La Asociación de Industriales del Calzado de Honduras confirma que los pedidos empezaron a moverse desde la semana pasada.

No se trata de una bonanza, pero sí de un cambio de ritmo que devuelve actividad a los talleres.

Román González, presidente del gremio, explica que cada taller espera fabricar entre 4,000 y 5,000 pares de zapatos escolares durante esta temporada.

Para muchos productores, esa cifra marca la diferencia entre mantenerse a flote o volver a enfrentar el cierre.

Cierres y empleos perdidos: la factura del contrabando

El repunte llega después de una etapa crítica.
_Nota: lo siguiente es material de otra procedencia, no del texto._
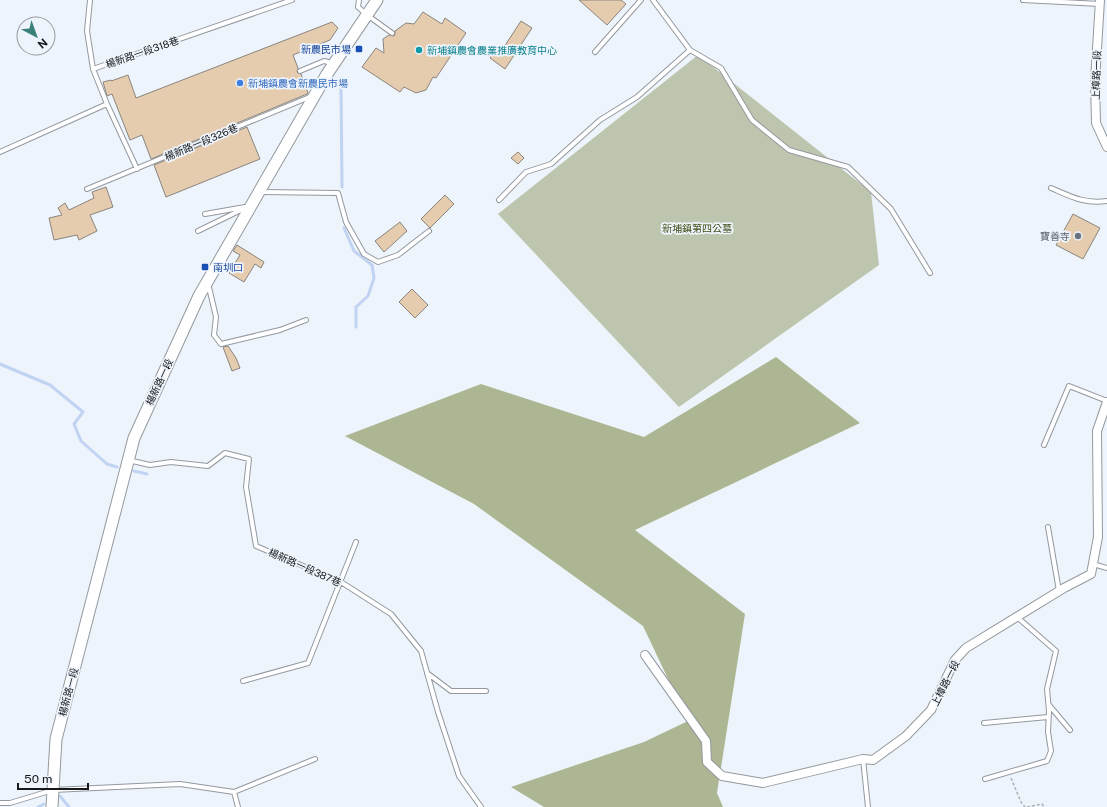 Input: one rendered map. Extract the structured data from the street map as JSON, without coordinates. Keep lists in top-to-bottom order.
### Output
{
  "streets": {
    "main road": ["楊新路一段"],
    "street": ["上樟路一段"],
    "lane": ["楊新路一段318巷", "楊新路一段326巷", "楊新路一段387巷"]
  },
  "crossings": [
    ["楊新路一段318巷", "楊新路一段326巷"],
    ["楊新路一段326巷", "楊新路一段"],
    ["楊新路一段", "楊新路一段387巷"]
  ],
  "parks": ["新埔鎮第四公墓"],
  "places": {
    "transit": ["新農民市場", "南圳口"],
    "other": ["新埔鎮農會農業推廣教育中心", "新埔鎮農會新農民市場", "寶善寺"]
  },
  "scale_bar": "50 m",
  "north": "bottom right"
}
En los últimos tres años, más de 300 talleres bajaron sus cortinas y alrededor de 1,500 empleos se perdieron.

Esto dejó una herida profunda en comunidades donde el calzado era una fuente estable de ingreso.

González señala que la competencia desleal fue determinante. “El ingreso de calzado de contrabando más barato y sin controles desplazó al producto nacional, reduciendo la demanda y asfixiando a pequeños y medianos productores”, lamenta.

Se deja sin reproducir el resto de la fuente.